### Task statement
Check the records below line by line. Give the count of lines with "JSON", and nothing else.

### Data for the task
-*-*-

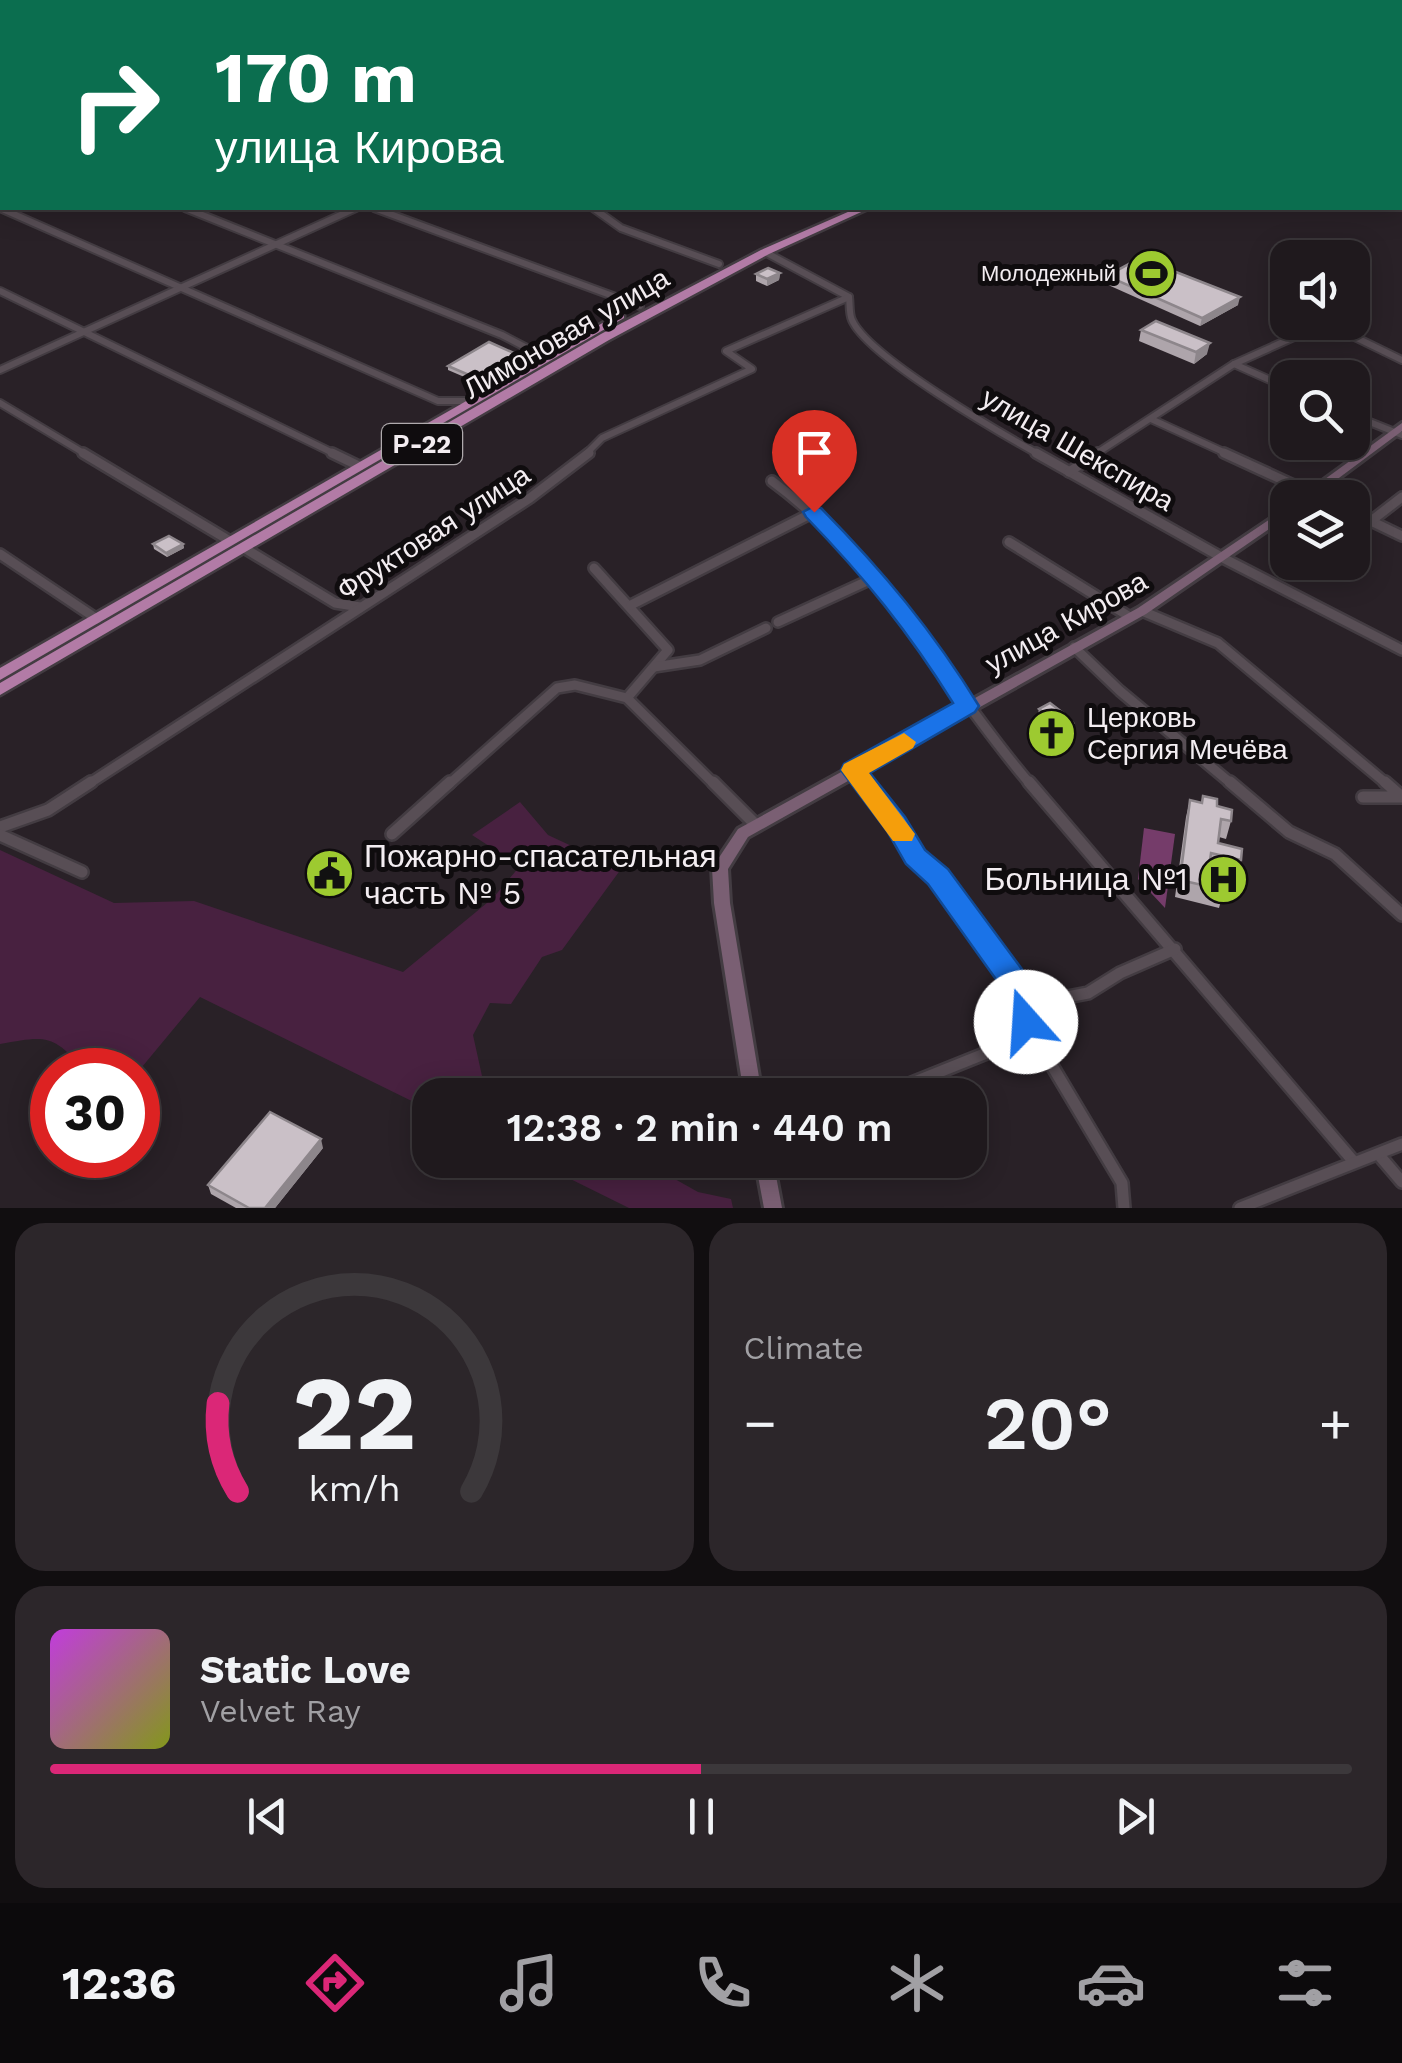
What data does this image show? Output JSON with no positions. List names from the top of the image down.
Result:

-*-*-

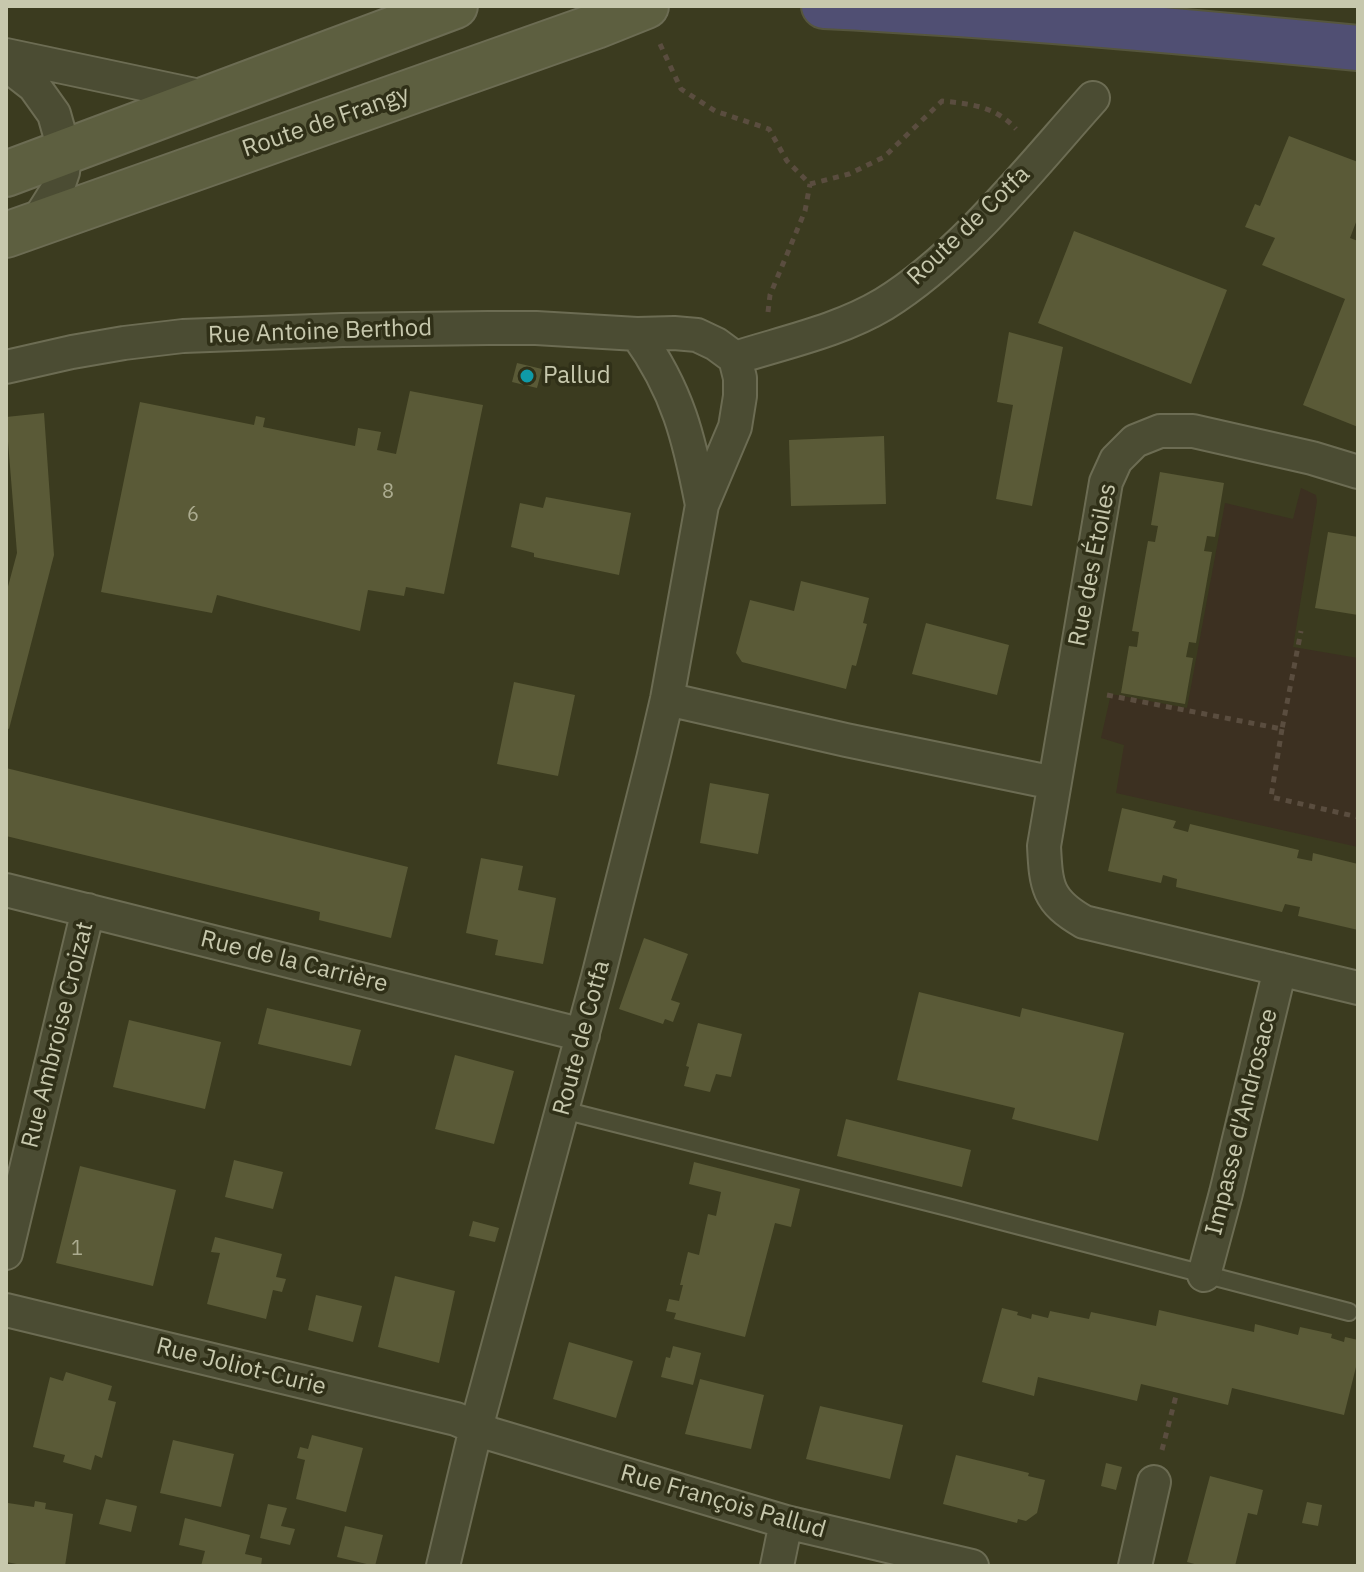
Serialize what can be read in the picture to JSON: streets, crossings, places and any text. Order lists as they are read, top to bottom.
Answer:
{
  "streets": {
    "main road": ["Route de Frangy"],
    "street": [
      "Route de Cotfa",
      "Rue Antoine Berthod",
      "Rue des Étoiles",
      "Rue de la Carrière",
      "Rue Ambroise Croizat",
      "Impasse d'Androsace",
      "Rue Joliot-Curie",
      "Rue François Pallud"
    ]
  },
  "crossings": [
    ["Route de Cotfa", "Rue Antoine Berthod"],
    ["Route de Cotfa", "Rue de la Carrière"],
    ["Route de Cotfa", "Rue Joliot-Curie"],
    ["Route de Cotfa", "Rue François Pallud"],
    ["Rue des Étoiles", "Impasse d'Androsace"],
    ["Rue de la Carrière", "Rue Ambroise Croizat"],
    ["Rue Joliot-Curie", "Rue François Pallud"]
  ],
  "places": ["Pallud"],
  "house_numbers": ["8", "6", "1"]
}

-*-*-

### Response box
2